*THE PROBLEM:* Write the records out again exactly as they read, dropping any picture they hold.
(Beginning of MATERIAL FOR THE TASK)
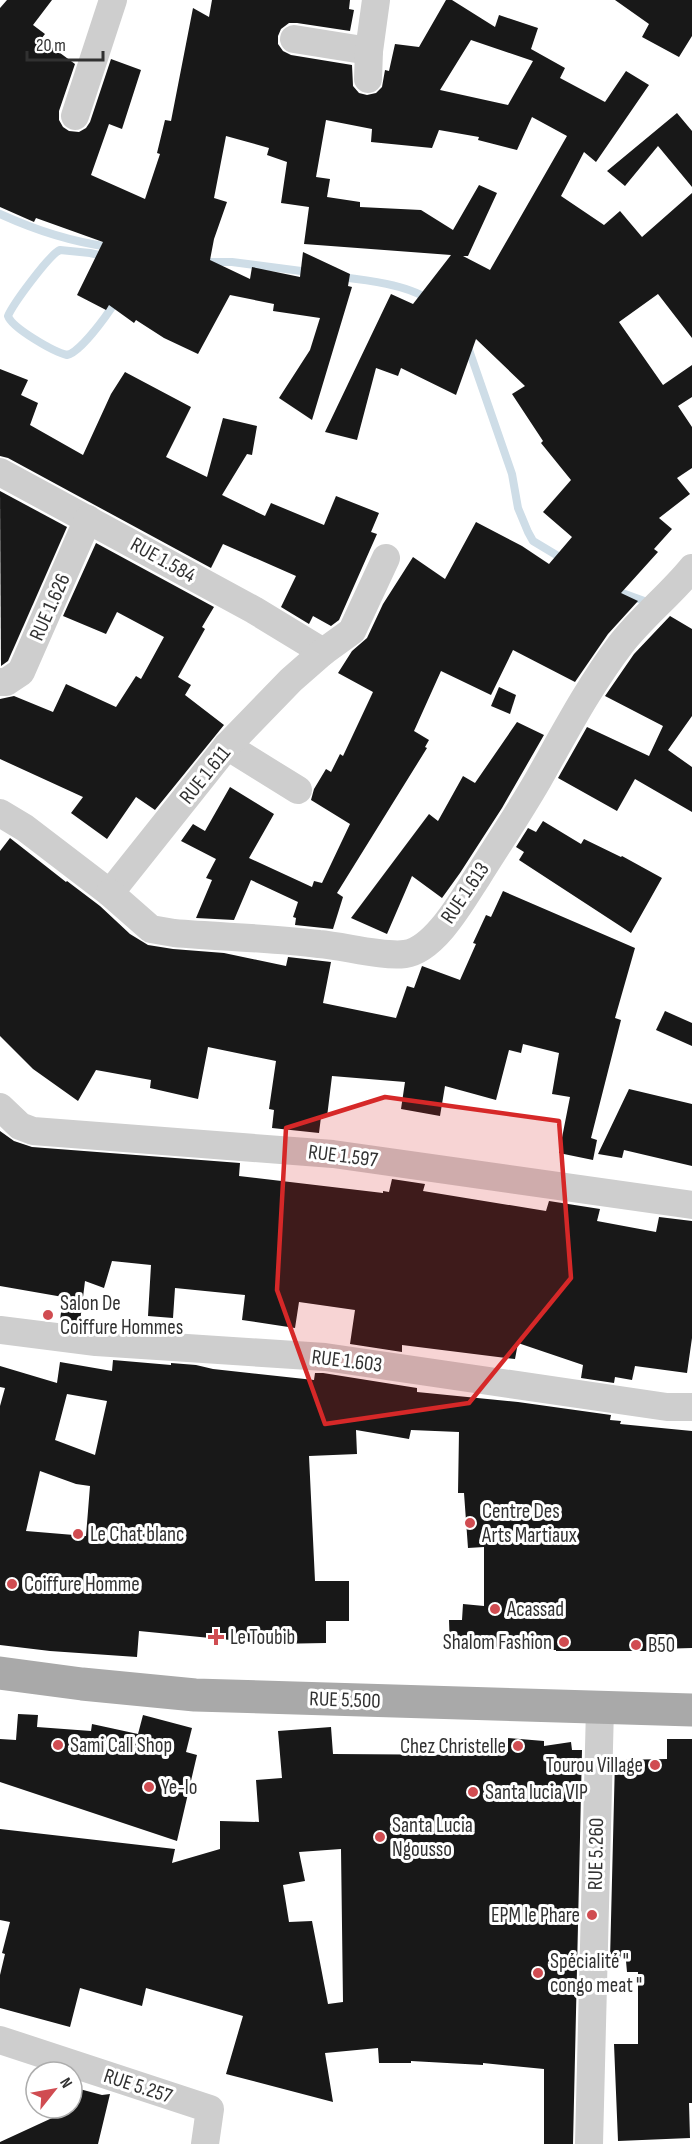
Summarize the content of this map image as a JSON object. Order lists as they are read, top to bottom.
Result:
{
  "streets": {
    "main road": ["RUE 5.500"],
    "street": [
      "RUE 1.584",
      "RUE 1.626",
      "RUE 1.611",
      "RUE 1.613",
      "RUE 1.597",
      "RUE 1.603",
      "RUE 5.260",
      "RUE 5.257"
    ]
  },
  "crossings": [
    ["RUE 1.584", "RUE 1.626"],
    ["RUE 1.584", "RUE 1.611"],
    ["RUE 1.611", "RUE 1.613"],
    ["RUE 5.500", "RUE 5.260"]
  ],
  "places": {
    "other": [
      "Salon De Coiffure Hommes",
      "Centre Des Arts Martiaux",
      "Le Chat blanc",
      "Coiffure Homme",
      "Acassad",
      "Shalom Fashion",
      "B50",
      "Sami Call Shop",
      "Chez Christelle",
      "Tourou Village",
      "Ye-lo",
      "Santa lucia VIP",
      "Santa Lucia Ngousso",
      "EPM le Phare",
      "Spécialité \" congo meat \""
    ],
    "health": ["Le Toubib"]
  },
  "scale_bar": "20 m",
  "north": "top right"
}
(End of MATERIAL FOR THE TASK)
*OUTPUT OF THE TASK:*
Summarize the content of this map image as a JSON object. Order lists as they are read, top to bottom.
Result:
{
  "streets": {
    "main road": ["RUE 5.500"],
    "street": [
      "RUE 1.584",
      "RUE 1.626",
      "RUE 1.611",
      "RUE 1.613",
      "RUE 1.597",
      "RUE 1.603",
      "RUE 5.260",
      "RUE 5.257"
    ]
  },
  "crossings": [
    ["RUE 1.584", "RUE 1.626"],
    ["RUE 1.584", "RUE 1.611"],
    ["RUE 1.611", "RUE 1.613"],
    ["RUE 5.500", "RUE 5.260"]
  ],
  "places": {
    "other": [
      "Salon De Coiffure Hommes",
      "Centre Des Arts Martiaux",
      "Le Chat blanc",
      "Coiffure Homme",
      "Acassad",
      "Shalom Fashion",
      "B50",
      "Sami Call Shop",
      "Chez Christelle",
      "Tourou Village",
      "Ye-lo",
      "Santa lucia VIP",
      "Santa Lucia Ngousso",
      "EPM le Phare",
      "Spécialité \" congo meat \""
    ],
    "health": ["Le Toubib"]
  },
  "scale_bar": "20 m",
  "north": "top right"
}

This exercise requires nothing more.